Ketua KADI dalam Acara Manufacture Check CNBC Indonesia

Jumat, 07 July 2023 ditulis oleh KADI


Jakarta - Ketua Komite Anti Dumping Indonesia (KADI), Dr Ir Donna Gultom, MSc., menjadi narasumber dalam acara Manufacture Check yang tayang di stasiun TV CNBC Indonesia (7/7/2023). Acara yang dipandu oleh Andi Shalini tersebut membahas mengenai isu serbuan impor produk keramik yang berasal dari Republik Rakyat Tiongkok (RRT). Fokus bahasan diskusi mencakup tentang proses penyelidikan antidumping yang saat ini sedang dilakukan oleh KADI.

Menurut Ibu Donna, banyaknya impor produk keramik khususnya yang berasal dari RRT berdampak pada penurunan nilai penjualan keramik produksi dalam negeri. Penurunan nilai penjualan menyebabkan industri dalam negeri mengalami kerugian karena terpaksa harus menjual produk di bawah harga pokok penjualan untuk dapat bersaing dengan harga impor produk keramik asal RRT. Informasi tersebut diperoleh di dalam berkas permohonan penyelidikan antidumping yang disampaikan oleh industri dalam negeri produsen keramik kepada KADI.

“mereka (industri dalam negeri produsen keramik) terpaksa harus melakukan penurunan harga. Meskipun mereka menurunkan harga, tetap juga harga impor (keramik) jauh lebih di bawah dan akibatnya mereka merugi.”, terang Ketua KADI menanggapi tentang gambaran dampak serbuan impor keramik asal RRT terhadap kinerja ekonomi industri dalam negeri.

“dan saat ini kita sedang masuk ke dalam penyelidikan dan sudah menyampaikan dan meminta kepada eksportir di negara China untuk merespons terhadap semua pertanyaan kita di dalam kuesioner. Kurang lebih ada 70 perusahaan yang telah merespon kuesioner kita.”, imbuh Ibu Donna. 

Seperti yang telah diatur di dalam Perjanjian Antidumping World Trade Organization (WTO), penentuan besaran Bea Masuk Antidumping (BMAD) harus didasarkan pada temuan perhitungan yang dilakukan dalam penyelidikan antidumping. Untuk menjamin transparansi dan keadilan di dalam proses penyelidikan, maka KADI mengirimkan kuesioner kepada semua pihak yang berkepentingan di dalam penyelidikan.
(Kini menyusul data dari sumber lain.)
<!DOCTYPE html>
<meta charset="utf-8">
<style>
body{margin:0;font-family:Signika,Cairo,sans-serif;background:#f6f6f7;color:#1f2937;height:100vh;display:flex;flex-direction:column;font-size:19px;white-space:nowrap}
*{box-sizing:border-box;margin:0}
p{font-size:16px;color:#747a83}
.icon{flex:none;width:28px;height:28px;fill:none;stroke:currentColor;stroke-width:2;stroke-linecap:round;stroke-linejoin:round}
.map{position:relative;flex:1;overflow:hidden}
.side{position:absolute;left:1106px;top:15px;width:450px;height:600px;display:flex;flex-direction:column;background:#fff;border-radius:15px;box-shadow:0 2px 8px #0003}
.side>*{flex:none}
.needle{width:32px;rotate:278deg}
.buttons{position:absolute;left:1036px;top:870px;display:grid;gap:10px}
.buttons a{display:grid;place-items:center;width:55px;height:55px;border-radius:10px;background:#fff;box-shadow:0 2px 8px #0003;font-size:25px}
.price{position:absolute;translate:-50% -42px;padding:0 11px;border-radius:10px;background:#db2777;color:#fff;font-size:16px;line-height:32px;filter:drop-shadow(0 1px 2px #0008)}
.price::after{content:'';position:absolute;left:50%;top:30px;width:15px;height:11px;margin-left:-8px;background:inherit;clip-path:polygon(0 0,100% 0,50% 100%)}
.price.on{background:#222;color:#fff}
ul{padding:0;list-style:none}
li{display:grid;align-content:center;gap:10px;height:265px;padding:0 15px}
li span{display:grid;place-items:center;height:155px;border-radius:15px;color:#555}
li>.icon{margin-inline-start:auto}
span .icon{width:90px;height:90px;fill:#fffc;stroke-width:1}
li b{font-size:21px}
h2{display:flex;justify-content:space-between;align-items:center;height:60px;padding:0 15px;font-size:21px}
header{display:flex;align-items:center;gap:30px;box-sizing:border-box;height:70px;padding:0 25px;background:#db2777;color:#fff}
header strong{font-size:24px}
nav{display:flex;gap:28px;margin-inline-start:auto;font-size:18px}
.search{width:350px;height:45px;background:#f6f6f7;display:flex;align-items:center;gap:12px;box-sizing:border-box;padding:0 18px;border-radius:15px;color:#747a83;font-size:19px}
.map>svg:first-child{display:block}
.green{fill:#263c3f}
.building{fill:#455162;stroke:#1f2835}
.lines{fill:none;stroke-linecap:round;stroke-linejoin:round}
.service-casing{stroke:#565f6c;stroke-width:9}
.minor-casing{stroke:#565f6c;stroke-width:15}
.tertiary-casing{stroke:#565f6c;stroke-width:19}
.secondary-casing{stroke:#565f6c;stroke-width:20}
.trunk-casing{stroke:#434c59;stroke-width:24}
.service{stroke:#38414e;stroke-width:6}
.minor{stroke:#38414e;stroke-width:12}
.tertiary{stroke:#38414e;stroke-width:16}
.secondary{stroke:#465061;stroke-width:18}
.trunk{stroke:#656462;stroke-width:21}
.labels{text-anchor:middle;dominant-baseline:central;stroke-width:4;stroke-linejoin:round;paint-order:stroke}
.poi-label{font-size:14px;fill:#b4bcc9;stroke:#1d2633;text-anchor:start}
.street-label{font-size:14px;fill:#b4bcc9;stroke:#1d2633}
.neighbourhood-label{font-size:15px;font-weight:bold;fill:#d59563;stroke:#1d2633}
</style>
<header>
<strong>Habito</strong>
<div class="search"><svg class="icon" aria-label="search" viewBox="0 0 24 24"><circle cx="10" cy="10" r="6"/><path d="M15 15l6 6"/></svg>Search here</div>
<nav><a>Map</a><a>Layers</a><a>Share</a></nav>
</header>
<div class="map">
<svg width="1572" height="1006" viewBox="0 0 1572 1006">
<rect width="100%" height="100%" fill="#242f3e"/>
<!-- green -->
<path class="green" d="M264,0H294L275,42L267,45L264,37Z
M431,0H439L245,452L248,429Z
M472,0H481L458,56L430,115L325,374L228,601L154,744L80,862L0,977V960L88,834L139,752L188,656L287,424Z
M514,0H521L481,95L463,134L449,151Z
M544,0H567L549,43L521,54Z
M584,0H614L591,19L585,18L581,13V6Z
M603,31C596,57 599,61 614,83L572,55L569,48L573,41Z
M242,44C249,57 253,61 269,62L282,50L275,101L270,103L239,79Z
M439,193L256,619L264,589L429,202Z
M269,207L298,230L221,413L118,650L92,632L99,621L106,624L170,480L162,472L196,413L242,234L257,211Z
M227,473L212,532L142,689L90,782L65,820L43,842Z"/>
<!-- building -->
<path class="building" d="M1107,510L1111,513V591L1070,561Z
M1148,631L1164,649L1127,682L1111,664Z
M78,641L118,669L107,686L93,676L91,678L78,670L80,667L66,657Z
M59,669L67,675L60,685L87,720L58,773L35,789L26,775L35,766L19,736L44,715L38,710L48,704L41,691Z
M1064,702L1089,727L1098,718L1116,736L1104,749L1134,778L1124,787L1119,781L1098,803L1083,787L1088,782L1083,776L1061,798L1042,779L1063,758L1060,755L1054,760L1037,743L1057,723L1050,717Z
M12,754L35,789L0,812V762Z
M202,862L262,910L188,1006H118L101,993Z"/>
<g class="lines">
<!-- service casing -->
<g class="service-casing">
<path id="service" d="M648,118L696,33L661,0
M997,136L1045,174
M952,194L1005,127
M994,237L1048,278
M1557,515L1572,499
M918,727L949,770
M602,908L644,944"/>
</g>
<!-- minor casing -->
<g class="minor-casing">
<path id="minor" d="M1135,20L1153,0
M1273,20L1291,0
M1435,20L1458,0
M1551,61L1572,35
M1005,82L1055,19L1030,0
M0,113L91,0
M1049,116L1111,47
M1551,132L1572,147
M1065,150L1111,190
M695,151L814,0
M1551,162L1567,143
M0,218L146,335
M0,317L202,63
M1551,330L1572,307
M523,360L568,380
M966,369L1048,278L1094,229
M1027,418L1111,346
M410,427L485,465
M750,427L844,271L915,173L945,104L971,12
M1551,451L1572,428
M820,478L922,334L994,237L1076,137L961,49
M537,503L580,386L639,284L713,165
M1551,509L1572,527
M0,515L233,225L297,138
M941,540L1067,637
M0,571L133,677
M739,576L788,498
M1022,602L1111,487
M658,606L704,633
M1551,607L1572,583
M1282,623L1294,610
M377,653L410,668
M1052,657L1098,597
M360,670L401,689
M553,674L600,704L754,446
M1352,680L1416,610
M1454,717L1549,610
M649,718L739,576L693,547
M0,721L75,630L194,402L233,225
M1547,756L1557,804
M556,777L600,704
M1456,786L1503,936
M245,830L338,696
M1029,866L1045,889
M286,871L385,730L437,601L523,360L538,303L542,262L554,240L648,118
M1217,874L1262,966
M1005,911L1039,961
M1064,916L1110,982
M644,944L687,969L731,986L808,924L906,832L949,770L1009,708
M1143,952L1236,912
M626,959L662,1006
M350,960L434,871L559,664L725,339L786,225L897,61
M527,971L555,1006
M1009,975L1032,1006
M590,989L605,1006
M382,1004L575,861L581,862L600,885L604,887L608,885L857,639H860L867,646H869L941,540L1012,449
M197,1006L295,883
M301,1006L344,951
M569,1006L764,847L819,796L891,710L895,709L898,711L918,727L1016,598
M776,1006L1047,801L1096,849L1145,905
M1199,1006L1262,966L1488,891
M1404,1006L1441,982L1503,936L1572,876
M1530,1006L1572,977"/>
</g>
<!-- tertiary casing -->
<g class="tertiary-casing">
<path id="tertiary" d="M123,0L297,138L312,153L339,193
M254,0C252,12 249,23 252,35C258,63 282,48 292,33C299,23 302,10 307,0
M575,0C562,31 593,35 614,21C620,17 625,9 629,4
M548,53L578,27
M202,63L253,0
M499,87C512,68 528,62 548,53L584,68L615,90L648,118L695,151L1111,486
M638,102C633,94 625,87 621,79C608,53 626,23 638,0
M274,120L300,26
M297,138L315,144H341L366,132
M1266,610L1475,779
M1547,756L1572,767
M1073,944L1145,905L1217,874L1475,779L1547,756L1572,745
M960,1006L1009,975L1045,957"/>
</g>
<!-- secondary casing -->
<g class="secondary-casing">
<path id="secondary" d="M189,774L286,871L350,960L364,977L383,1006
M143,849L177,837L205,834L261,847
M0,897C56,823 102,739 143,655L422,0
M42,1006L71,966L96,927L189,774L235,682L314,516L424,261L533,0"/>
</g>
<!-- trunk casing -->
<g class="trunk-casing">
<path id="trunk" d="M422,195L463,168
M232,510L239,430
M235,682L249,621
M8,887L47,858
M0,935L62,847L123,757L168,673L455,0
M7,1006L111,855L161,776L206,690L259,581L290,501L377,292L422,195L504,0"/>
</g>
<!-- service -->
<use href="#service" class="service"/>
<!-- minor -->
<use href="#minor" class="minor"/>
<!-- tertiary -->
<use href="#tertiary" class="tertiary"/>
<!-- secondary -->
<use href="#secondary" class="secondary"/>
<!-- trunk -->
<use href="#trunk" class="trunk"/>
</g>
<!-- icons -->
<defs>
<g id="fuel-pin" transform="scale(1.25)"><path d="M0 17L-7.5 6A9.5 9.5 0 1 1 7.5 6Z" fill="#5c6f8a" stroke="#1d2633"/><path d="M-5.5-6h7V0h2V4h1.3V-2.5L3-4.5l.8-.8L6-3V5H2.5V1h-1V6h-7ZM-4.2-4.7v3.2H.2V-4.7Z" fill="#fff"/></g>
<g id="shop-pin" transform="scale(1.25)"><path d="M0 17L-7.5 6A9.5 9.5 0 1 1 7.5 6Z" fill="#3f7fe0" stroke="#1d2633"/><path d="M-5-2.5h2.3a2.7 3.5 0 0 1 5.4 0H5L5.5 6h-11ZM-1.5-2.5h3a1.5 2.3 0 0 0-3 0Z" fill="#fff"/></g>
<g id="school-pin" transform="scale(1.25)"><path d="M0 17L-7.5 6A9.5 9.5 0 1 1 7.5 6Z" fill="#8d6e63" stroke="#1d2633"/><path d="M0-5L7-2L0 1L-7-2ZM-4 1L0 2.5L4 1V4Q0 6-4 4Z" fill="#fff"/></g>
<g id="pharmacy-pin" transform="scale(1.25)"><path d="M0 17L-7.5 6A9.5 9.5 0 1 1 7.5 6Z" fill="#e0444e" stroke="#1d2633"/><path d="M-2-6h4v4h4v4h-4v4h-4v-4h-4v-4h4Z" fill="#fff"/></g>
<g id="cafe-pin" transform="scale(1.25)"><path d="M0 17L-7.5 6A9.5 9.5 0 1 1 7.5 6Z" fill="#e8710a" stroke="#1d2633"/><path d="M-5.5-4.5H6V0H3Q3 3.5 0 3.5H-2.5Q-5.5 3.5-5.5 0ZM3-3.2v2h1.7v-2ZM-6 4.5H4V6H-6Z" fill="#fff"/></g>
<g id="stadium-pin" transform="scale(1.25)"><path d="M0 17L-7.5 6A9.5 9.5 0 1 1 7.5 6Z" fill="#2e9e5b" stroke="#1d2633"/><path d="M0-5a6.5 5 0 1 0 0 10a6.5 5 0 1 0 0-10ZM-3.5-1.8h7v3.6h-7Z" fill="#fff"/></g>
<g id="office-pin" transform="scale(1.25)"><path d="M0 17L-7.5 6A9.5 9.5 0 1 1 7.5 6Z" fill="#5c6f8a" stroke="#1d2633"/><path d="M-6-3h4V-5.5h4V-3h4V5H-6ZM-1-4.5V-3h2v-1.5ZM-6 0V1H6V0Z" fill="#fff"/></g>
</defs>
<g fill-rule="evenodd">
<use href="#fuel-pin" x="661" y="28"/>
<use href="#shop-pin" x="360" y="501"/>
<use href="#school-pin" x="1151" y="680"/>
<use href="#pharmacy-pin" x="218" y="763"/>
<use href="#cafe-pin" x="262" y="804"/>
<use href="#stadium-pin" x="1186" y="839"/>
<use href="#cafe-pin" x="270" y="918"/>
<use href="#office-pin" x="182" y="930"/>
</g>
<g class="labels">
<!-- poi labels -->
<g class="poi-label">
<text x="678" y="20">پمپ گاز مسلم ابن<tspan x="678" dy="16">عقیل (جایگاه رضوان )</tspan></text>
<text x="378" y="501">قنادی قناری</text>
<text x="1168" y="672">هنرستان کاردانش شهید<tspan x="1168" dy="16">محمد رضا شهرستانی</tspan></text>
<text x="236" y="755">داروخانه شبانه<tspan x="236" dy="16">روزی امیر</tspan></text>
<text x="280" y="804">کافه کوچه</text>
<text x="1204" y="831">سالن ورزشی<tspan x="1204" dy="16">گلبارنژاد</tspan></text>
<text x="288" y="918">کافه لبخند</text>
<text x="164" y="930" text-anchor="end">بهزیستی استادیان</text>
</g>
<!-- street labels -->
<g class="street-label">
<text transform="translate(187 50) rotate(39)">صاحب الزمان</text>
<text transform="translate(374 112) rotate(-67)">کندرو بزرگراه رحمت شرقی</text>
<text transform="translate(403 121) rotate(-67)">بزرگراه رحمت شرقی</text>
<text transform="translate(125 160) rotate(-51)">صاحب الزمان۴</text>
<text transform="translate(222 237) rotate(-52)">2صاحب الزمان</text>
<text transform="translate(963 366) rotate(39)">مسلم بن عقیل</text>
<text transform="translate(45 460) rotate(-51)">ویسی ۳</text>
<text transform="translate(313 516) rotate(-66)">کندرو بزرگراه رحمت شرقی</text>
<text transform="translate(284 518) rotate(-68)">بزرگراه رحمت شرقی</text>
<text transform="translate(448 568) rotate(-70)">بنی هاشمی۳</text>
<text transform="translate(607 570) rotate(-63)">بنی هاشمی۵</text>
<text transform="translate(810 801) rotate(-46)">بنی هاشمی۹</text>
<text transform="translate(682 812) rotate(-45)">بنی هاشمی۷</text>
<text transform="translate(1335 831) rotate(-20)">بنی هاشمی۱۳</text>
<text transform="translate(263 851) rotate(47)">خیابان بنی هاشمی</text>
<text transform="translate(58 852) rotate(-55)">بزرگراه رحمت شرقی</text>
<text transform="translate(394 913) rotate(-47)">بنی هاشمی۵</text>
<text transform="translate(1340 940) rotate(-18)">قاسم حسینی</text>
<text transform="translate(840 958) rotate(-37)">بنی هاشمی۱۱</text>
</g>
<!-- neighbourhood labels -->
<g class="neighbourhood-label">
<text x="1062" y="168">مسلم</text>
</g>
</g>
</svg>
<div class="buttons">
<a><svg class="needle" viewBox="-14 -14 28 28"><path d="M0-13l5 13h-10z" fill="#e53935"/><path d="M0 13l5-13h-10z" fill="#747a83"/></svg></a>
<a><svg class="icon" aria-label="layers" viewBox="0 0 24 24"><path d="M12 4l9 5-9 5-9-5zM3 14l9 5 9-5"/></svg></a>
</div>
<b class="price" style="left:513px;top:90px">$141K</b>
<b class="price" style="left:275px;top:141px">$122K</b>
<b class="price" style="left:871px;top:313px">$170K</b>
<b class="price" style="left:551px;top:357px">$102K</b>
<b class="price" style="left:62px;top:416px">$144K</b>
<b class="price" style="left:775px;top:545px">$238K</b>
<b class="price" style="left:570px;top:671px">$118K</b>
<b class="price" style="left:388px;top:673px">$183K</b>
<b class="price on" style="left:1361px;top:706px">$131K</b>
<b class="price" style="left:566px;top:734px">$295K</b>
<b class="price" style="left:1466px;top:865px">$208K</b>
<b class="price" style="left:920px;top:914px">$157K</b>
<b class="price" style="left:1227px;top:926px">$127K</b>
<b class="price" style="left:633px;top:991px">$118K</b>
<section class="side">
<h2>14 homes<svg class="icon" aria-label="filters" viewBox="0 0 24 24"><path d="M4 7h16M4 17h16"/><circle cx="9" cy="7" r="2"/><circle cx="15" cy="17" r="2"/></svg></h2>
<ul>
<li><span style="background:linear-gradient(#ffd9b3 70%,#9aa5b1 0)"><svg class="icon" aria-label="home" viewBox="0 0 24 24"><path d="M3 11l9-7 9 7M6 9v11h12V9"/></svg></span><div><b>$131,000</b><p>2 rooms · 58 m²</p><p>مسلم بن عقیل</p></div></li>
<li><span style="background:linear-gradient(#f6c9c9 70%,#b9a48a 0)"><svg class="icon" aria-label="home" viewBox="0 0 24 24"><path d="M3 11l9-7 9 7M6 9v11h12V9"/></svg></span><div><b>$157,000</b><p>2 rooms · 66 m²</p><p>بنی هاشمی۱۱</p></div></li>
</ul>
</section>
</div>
Penyelidikan antidumping terhadap impor produk keramik asal RRT telah dimulai pada tanggal 15 Maret 2023. Sesuai aturan, lamanya proses penyelidikan paling lama adalah 12 bulan dan dapat diperpanjang paling lama menjadi 18 bulan.

“dumping itu nanti akan kami buktikan apabila industri itu menjual lebih mahal di dalam negerinya untuk pasar domestiknya dari pada dia jual untuk ekspor (pada perbandingan yang sama yaitu eks-pabrik). Itu dasar kami nanti melihat bahwa memang terjadi dumping atau tidak.”, jelas Ibu Donna.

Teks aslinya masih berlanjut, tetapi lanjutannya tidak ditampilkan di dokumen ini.